More Aid Workers Leave Iraq

Author: 
Naseer Al-Nahr, Asharq Al-Awsat
Publication Date: 
Fri, 2003-10-31 03:00

BAGHDAD, 31 October 2003 — More aid workers left Iraq yesterday as saboteurs brought a trainload of US Army supplies to a fiery halt and an explosion in the capital Baghdad killed at least two people.

The United Nations pulled staff out of Baghdad and international aid agencies debated whether they could continue operating in the face of a wave of bomb attacks and persistent lawlessness.

A UN spokeswoman in Geneva said foreign staff in Baghdad were leaving Iraq for talks on security, following Monday’s bomb attack on the International Committee of the Red Cross which killed 12 people including two ICRC guards.

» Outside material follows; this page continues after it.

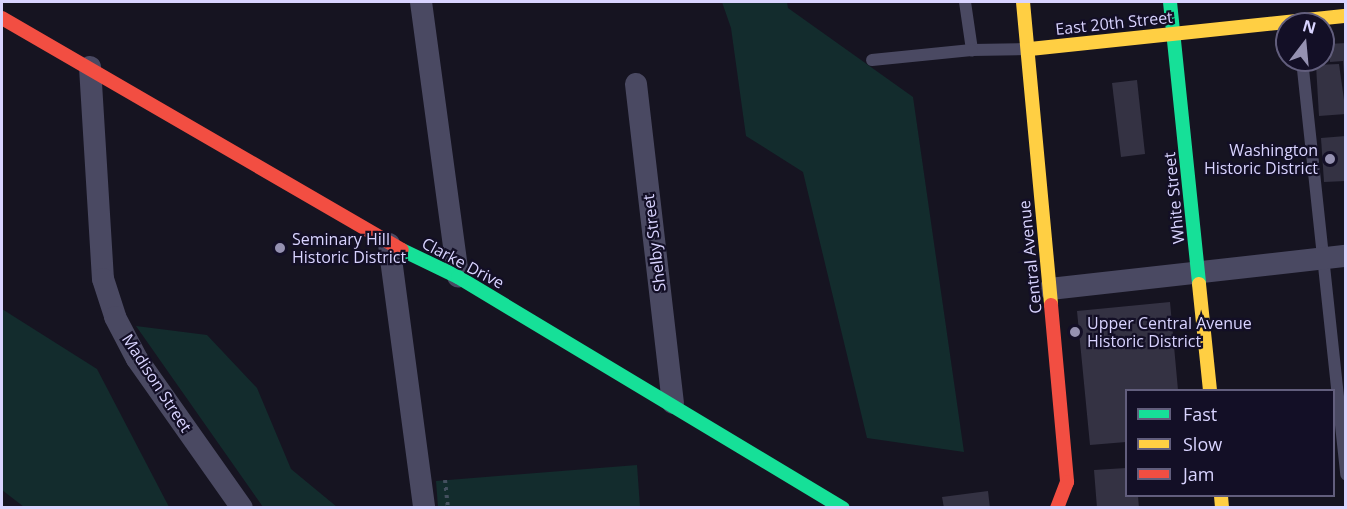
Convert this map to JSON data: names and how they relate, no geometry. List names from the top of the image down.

“We have asked Baghdad staff to come out temporarily for consultations with people from headquarters on the future of our operation,” spokeswoman Marie Heuze said.

She said the talks would focus on the security arrangements that “we would need to take to operate in Iraq.”

Most foreign staff had already been pulled out following a suicide truck bomb attack on the UN headquarters in Baghdad in August which killed 22 people, including head of mission Sergio Vieira de Mello. Since then, UN programs have been run mostly by Iraqi staff. An explosion shook Baghdad’s old quarter late yesterday, killing two people and triggering a large fire. Soon after, two bombs detonated in the north of the capital next to a US military police patrol, injured two soldiers, an American officer said.

Maj. Scott Patten said the explosive devices had been concealed on the edge of the highway near the US base at Al-Muthana airport. The road was closed as sappers searched for any remaining bombs.

In central Baghdad, an Iraqi police officer said that an explosive device, possibly a box packed with TNT, had detonated next to a printing shop located near the intersection of Rashid Street and Al-Motanabi Street. But the US military said they were investigating the possibility that a propane tank had blown up inside the building.

The dead included a tea seller who owned a stall near the site, police and witnesses said. At least four other people were wounded.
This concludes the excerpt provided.